# Work to complete
For every line of the records below that holds "absolute", add one. Give only the final total.

# Provided records

BEGIN

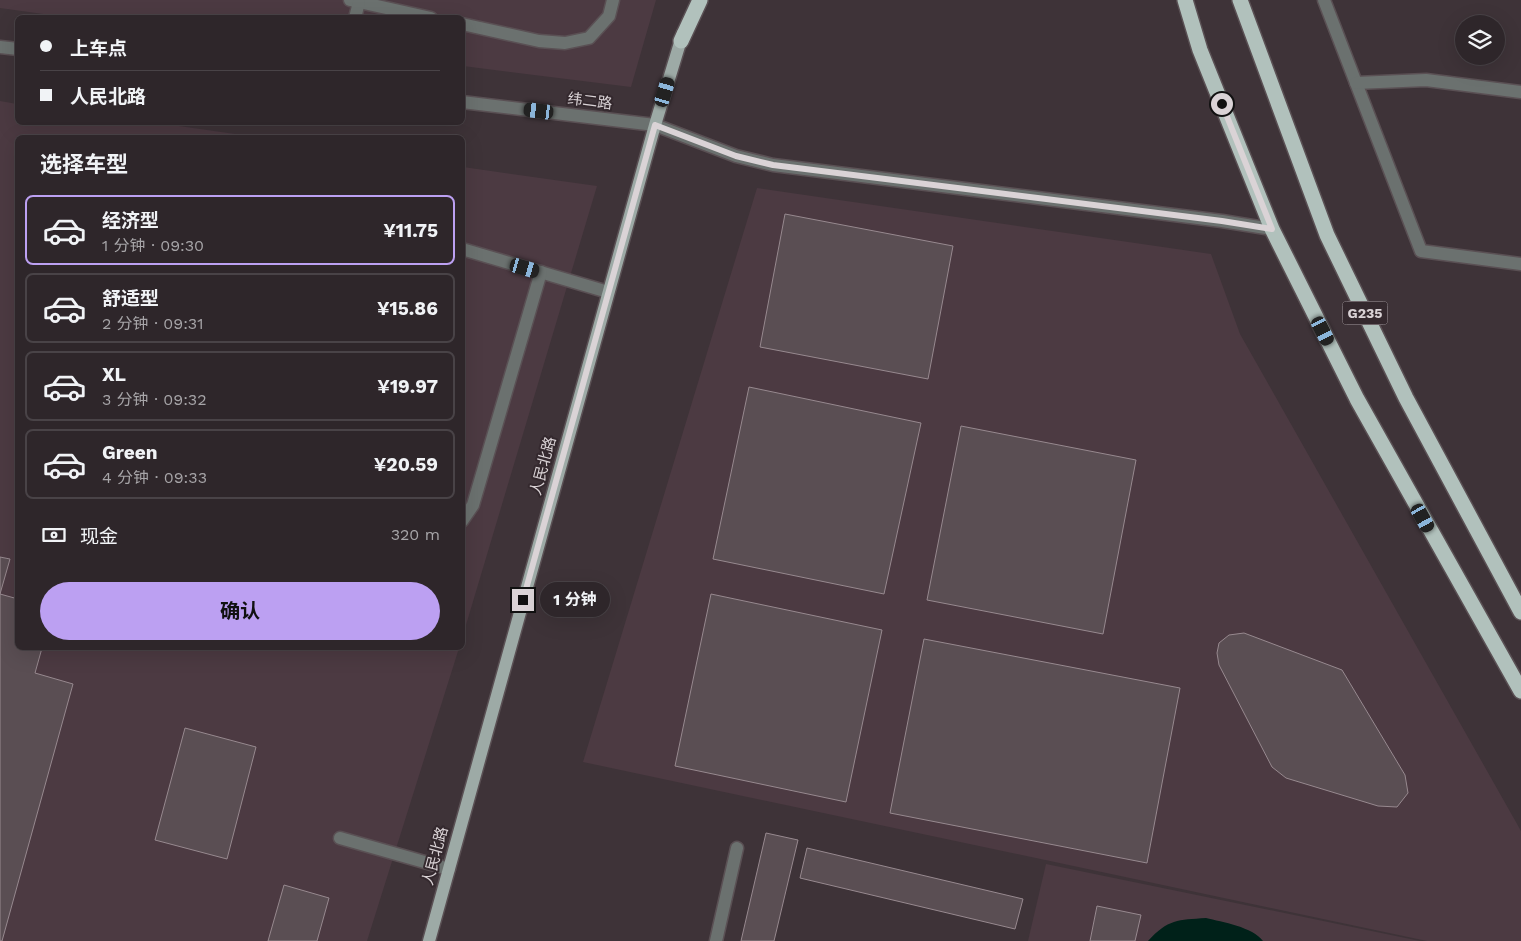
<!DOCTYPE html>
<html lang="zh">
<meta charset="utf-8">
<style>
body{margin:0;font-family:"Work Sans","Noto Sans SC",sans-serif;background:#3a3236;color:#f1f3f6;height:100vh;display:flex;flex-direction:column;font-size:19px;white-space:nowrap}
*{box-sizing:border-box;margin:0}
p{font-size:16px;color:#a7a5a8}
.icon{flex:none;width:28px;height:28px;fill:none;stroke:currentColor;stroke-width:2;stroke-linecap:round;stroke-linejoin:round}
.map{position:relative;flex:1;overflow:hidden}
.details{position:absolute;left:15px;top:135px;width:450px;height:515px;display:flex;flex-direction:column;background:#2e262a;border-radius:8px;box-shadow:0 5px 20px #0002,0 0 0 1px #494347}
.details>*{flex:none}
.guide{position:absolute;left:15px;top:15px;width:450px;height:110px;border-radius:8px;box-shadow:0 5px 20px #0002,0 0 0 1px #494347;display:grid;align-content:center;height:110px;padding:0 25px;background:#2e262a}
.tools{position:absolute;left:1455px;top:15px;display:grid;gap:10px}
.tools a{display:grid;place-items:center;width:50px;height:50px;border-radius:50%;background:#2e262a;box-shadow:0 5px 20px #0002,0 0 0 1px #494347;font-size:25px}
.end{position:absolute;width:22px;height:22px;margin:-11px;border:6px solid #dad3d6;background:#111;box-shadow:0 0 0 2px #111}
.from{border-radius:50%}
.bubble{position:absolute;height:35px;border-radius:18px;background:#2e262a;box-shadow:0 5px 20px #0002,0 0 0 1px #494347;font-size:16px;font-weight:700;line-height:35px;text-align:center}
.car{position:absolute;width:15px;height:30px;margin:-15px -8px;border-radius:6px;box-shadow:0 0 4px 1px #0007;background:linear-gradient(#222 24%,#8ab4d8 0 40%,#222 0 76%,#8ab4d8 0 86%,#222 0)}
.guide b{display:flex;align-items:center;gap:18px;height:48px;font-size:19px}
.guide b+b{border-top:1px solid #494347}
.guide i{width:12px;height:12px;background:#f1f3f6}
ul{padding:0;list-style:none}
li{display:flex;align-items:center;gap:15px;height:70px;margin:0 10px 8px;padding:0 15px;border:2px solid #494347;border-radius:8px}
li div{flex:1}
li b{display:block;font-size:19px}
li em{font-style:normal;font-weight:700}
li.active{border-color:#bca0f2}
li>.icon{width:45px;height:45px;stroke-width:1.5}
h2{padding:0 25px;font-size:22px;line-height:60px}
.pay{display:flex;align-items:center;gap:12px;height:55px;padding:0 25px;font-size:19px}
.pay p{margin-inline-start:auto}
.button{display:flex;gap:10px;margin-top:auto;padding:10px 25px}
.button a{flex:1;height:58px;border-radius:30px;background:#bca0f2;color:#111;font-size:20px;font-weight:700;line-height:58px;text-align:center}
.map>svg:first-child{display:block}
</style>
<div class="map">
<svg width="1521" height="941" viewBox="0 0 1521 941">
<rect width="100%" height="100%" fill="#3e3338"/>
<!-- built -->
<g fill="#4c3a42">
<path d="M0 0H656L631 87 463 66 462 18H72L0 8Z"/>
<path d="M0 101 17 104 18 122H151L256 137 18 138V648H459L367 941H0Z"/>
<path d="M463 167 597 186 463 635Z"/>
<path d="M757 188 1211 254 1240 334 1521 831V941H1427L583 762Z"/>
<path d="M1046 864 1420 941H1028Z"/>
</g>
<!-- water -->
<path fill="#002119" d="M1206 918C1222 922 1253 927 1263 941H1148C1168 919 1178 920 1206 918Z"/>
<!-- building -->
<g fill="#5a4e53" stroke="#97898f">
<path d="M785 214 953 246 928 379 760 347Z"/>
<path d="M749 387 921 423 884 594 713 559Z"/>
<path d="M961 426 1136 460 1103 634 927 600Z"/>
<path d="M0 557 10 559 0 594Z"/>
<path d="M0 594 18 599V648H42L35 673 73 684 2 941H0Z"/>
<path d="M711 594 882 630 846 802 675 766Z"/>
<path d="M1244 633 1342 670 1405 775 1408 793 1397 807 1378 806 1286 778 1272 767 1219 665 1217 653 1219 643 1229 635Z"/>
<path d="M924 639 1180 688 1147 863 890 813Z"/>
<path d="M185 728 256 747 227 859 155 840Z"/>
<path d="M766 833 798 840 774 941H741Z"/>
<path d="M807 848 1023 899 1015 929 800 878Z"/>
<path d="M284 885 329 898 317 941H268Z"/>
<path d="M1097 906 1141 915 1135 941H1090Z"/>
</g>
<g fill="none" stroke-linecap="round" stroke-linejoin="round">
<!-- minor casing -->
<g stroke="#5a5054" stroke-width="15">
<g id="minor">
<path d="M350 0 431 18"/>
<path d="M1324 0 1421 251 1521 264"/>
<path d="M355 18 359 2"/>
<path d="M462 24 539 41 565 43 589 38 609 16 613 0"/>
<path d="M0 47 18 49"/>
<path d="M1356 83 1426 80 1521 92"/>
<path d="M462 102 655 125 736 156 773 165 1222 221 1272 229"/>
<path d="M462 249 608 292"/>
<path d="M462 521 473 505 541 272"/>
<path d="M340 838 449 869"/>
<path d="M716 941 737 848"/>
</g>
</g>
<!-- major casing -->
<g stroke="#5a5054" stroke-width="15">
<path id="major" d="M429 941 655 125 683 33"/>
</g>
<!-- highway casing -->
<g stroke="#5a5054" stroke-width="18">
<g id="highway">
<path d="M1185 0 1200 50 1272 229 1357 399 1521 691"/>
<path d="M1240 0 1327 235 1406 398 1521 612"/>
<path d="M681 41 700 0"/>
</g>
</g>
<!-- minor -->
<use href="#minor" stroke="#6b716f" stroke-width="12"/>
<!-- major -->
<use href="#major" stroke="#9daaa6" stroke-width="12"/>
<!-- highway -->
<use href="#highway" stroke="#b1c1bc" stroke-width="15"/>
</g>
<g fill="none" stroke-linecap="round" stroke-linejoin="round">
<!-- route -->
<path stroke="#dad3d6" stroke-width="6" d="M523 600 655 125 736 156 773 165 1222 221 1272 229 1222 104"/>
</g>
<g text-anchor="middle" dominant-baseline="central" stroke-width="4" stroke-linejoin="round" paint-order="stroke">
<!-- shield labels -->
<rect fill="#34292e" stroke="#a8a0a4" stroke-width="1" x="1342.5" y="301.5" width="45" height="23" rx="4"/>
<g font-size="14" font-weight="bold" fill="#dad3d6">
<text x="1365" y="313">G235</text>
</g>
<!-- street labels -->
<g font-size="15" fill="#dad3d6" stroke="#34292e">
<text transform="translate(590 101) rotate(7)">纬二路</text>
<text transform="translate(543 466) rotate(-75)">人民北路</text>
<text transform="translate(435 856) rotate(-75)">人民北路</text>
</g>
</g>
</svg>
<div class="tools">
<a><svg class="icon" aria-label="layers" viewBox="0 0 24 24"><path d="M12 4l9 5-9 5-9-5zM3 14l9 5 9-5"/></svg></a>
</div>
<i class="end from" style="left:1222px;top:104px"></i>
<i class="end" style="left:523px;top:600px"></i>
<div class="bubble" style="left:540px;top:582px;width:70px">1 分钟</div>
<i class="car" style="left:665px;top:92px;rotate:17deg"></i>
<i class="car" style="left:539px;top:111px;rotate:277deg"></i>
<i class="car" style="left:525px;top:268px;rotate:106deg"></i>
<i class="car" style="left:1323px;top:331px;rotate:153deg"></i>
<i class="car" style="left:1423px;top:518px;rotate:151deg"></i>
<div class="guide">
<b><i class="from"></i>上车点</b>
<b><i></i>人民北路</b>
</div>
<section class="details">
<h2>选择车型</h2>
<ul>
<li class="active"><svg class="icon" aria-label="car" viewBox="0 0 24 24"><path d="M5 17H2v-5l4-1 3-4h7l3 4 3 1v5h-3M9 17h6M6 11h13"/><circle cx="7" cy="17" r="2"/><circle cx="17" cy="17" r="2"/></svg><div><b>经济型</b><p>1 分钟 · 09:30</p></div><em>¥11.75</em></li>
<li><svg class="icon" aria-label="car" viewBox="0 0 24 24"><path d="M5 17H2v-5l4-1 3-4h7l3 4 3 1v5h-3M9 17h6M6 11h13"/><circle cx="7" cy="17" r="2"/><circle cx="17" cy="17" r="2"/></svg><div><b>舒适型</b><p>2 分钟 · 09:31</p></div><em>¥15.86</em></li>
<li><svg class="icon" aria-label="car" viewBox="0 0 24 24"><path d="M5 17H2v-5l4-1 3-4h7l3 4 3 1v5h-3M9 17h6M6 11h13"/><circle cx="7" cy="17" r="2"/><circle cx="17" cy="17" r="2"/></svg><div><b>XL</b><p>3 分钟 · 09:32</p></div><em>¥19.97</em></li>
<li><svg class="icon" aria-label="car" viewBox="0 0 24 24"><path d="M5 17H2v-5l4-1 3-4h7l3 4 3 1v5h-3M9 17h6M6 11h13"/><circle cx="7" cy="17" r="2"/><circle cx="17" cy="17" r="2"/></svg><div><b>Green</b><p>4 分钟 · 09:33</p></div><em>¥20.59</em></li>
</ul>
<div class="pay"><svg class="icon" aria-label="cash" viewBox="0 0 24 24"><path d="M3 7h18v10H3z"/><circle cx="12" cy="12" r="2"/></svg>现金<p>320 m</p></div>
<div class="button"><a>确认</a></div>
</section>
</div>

END

# Response below
6